**EXERCISE INSTRUCTIONS:** Report all lines below with the word "East".

[THE INPUT Boundary: Start]

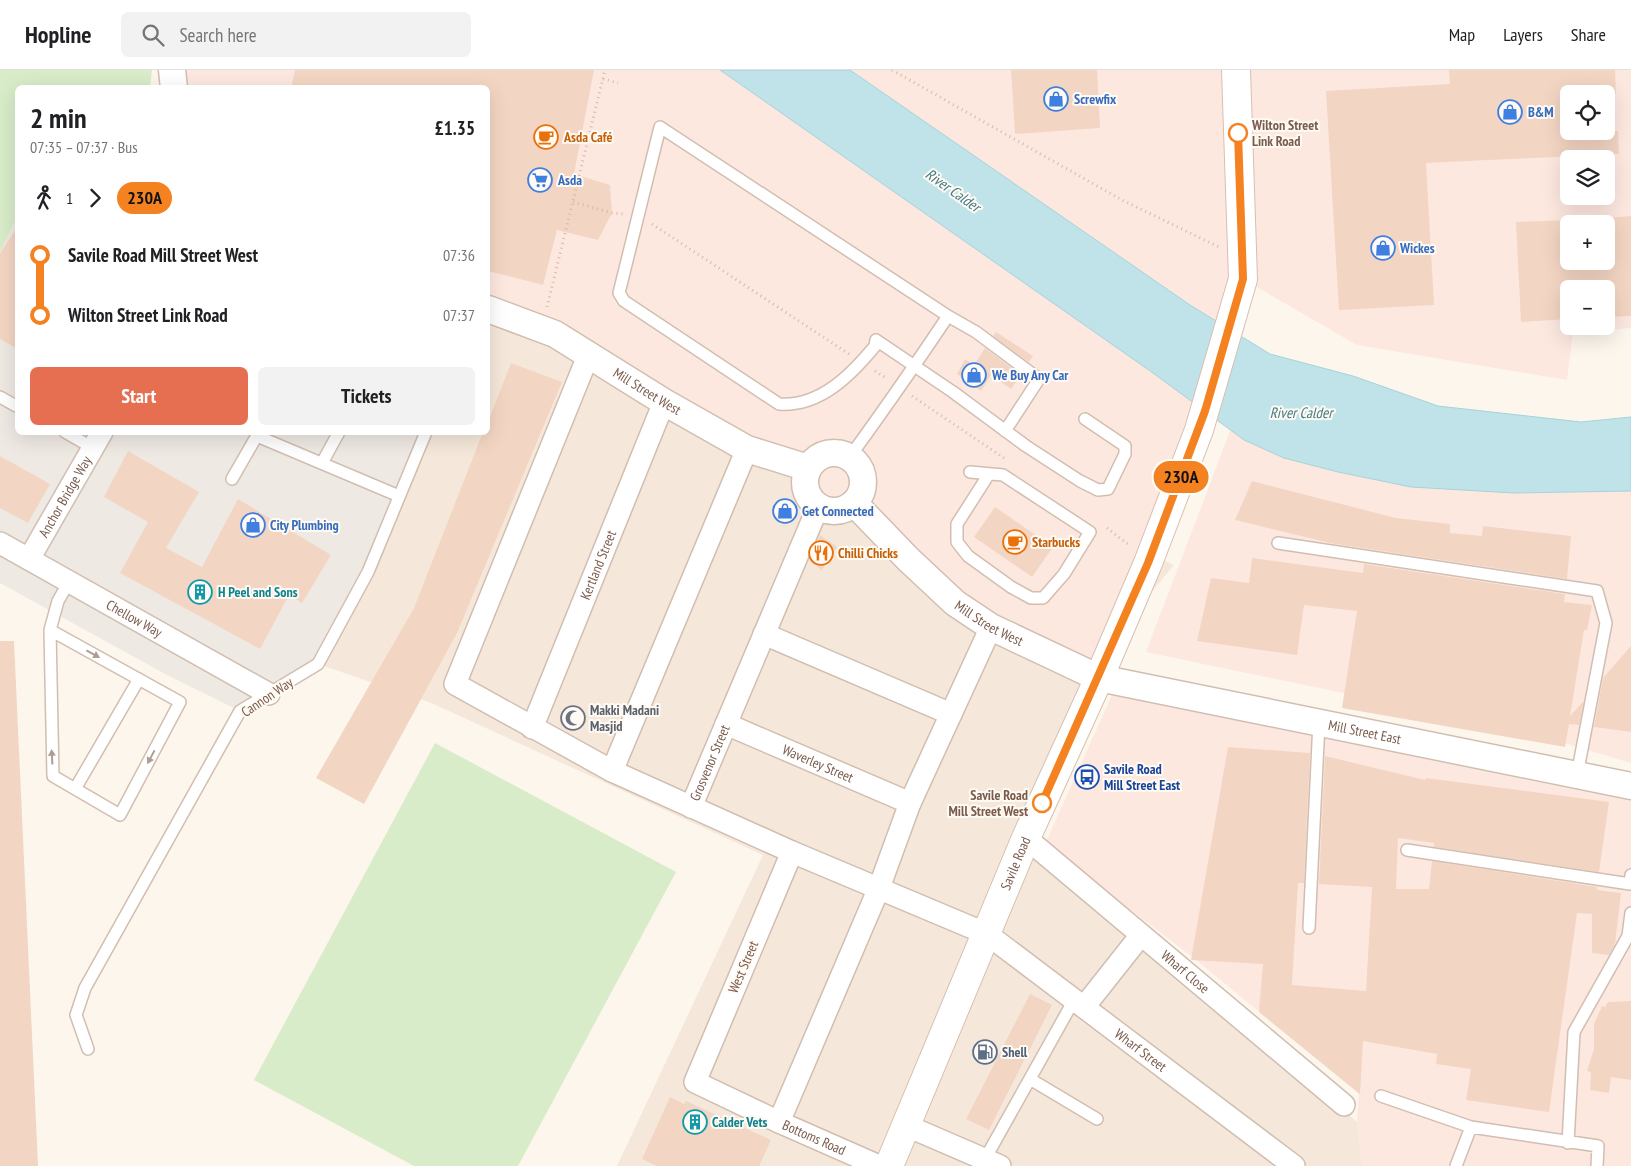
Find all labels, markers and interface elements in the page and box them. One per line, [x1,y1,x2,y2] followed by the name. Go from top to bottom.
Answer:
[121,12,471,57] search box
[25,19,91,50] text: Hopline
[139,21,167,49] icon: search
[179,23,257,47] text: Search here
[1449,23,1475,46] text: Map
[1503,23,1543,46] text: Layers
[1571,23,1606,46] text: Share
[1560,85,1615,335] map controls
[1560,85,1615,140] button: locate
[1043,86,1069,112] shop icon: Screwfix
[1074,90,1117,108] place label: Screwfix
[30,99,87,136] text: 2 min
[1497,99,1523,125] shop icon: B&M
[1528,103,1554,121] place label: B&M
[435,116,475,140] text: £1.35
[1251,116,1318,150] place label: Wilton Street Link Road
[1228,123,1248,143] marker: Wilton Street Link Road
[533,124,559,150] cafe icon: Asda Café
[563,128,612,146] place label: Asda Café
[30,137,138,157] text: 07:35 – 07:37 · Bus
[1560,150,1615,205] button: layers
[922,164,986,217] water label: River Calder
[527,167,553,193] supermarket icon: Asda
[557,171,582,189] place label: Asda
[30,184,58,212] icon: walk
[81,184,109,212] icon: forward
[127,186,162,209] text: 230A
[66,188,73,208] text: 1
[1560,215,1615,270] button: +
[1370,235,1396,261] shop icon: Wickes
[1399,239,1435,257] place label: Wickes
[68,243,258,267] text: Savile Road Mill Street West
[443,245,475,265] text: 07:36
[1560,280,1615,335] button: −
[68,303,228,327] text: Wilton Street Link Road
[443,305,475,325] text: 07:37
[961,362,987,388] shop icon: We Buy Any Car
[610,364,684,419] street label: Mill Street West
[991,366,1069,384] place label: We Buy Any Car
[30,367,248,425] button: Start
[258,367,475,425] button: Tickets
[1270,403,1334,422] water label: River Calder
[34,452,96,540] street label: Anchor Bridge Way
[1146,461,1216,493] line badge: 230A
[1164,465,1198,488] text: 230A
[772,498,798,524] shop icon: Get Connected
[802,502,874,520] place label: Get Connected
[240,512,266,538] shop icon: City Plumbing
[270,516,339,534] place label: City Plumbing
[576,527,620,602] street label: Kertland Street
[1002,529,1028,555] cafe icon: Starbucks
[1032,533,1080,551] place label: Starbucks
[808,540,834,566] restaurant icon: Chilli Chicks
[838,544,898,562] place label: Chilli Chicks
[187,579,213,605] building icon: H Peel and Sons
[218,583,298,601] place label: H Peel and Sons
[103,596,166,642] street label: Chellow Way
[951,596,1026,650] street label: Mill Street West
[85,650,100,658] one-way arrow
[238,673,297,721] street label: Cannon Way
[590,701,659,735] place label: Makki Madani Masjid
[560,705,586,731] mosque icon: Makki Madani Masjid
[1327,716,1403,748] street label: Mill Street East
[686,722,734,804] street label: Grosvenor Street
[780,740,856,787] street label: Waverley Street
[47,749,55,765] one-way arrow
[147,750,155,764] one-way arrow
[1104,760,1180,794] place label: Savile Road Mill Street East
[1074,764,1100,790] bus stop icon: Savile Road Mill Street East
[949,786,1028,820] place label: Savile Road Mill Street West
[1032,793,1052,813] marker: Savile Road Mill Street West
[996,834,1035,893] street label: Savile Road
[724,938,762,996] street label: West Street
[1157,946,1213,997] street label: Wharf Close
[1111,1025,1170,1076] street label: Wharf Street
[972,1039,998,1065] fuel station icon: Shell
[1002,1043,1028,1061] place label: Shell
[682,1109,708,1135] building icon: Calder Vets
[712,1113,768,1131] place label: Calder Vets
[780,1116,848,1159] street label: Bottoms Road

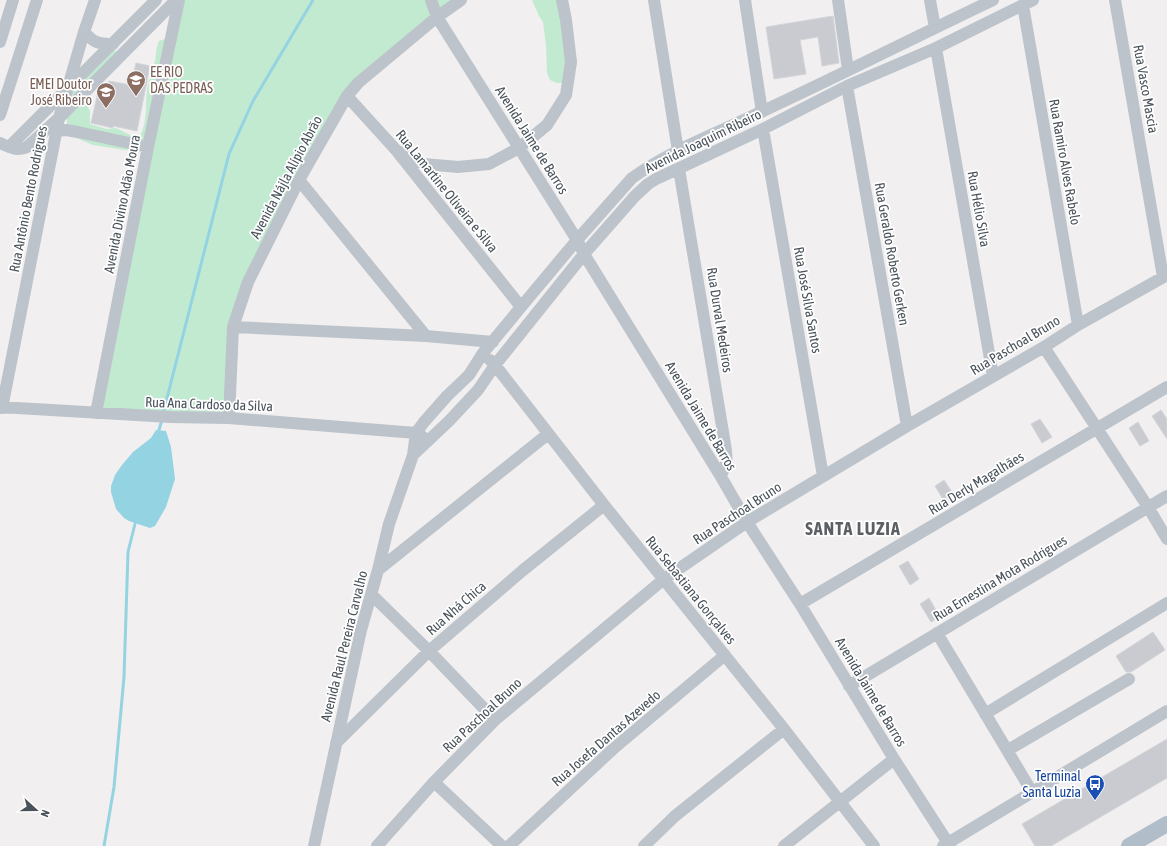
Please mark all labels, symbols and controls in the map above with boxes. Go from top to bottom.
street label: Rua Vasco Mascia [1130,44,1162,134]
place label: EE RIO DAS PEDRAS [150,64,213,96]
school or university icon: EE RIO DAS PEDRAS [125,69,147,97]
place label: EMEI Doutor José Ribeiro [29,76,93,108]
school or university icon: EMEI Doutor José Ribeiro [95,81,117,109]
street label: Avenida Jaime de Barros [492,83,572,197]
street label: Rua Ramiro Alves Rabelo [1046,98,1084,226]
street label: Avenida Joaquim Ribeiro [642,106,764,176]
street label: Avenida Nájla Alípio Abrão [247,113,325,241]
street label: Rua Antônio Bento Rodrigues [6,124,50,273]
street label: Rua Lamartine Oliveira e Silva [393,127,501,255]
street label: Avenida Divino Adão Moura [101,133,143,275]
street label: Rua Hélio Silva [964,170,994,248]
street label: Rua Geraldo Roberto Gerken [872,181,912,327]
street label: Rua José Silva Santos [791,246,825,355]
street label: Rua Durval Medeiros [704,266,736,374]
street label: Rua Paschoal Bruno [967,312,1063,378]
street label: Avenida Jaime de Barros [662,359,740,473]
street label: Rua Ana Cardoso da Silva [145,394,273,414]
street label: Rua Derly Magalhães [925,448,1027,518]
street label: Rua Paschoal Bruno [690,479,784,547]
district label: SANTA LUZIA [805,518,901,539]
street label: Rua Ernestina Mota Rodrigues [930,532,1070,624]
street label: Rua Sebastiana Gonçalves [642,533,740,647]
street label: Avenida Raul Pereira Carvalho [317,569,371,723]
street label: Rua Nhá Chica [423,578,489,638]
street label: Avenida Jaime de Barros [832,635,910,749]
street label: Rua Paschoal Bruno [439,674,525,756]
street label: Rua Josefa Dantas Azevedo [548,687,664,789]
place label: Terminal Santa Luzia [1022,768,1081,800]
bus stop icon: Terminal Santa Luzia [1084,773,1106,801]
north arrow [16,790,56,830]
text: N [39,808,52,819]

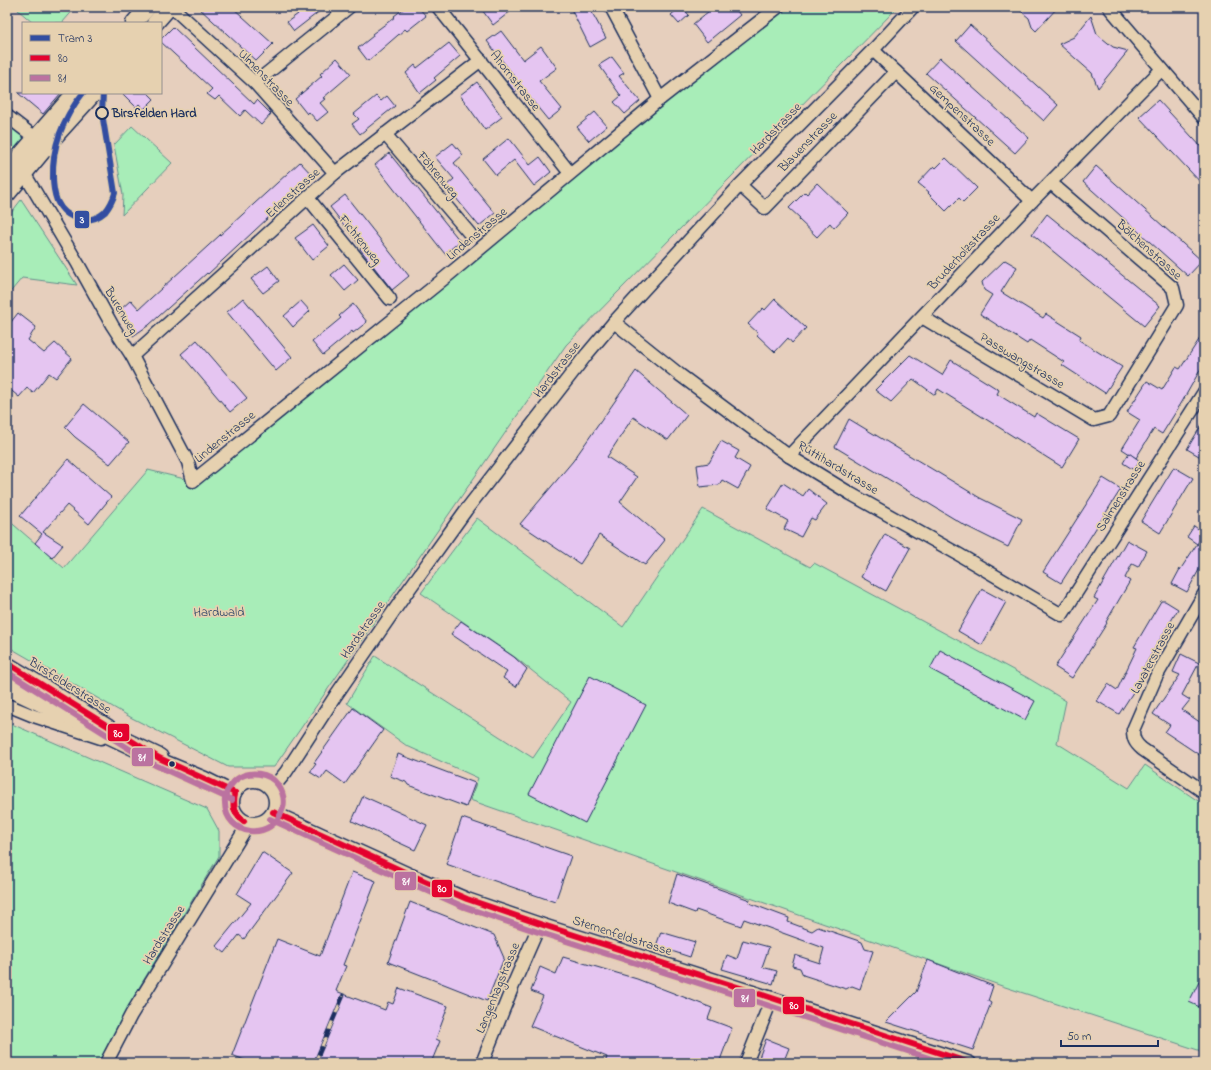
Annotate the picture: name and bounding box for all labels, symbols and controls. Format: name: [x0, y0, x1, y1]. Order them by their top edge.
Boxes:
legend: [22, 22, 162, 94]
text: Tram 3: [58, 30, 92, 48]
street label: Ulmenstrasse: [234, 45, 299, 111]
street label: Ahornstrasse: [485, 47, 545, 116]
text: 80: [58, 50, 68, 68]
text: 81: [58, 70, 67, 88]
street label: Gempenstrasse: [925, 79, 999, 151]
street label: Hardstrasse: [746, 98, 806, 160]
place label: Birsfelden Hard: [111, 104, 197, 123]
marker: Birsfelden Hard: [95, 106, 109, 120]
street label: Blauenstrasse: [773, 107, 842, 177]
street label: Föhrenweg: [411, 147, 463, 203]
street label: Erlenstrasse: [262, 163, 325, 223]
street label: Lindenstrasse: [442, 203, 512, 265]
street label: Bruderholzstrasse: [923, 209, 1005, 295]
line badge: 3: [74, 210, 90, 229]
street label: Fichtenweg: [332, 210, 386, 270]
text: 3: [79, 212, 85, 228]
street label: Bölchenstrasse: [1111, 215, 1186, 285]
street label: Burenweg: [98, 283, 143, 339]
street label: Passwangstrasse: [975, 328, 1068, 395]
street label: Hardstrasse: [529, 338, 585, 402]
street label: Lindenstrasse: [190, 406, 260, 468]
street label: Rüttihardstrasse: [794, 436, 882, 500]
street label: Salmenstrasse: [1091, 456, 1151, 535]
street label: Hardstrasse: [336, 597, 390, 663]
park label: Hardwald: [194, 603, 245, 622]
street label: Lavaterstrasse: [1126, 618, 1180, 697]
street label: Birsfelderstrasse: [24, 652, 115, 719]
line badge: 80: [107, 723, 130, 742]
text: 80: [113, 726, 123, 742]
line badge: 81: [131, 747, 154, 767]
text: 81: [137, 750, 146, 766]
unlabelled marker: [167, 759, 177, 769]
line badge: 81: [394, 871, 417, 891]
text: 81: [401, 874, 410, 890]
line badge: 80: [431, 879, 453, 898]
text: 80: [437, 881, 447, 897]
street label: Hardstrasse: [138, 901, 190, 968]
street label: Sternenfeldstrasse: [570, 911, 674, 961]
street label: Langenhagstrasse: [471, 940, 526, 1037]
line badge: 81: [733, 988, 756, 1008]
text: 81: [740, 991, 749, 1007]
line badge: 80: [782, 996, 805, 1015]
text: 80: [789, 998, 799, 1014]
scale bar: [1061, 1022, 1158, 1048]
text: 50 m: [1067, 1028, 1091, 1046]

[THE INPUT Boundary: End]

**RESULT:**
[1327,716,1403,748] street label: Mill Street East
[1104,760,1180,794] place label: Savile Road Mill Street East
[1074,764,1100,790] bus stop icon: Savile Road Mill Street East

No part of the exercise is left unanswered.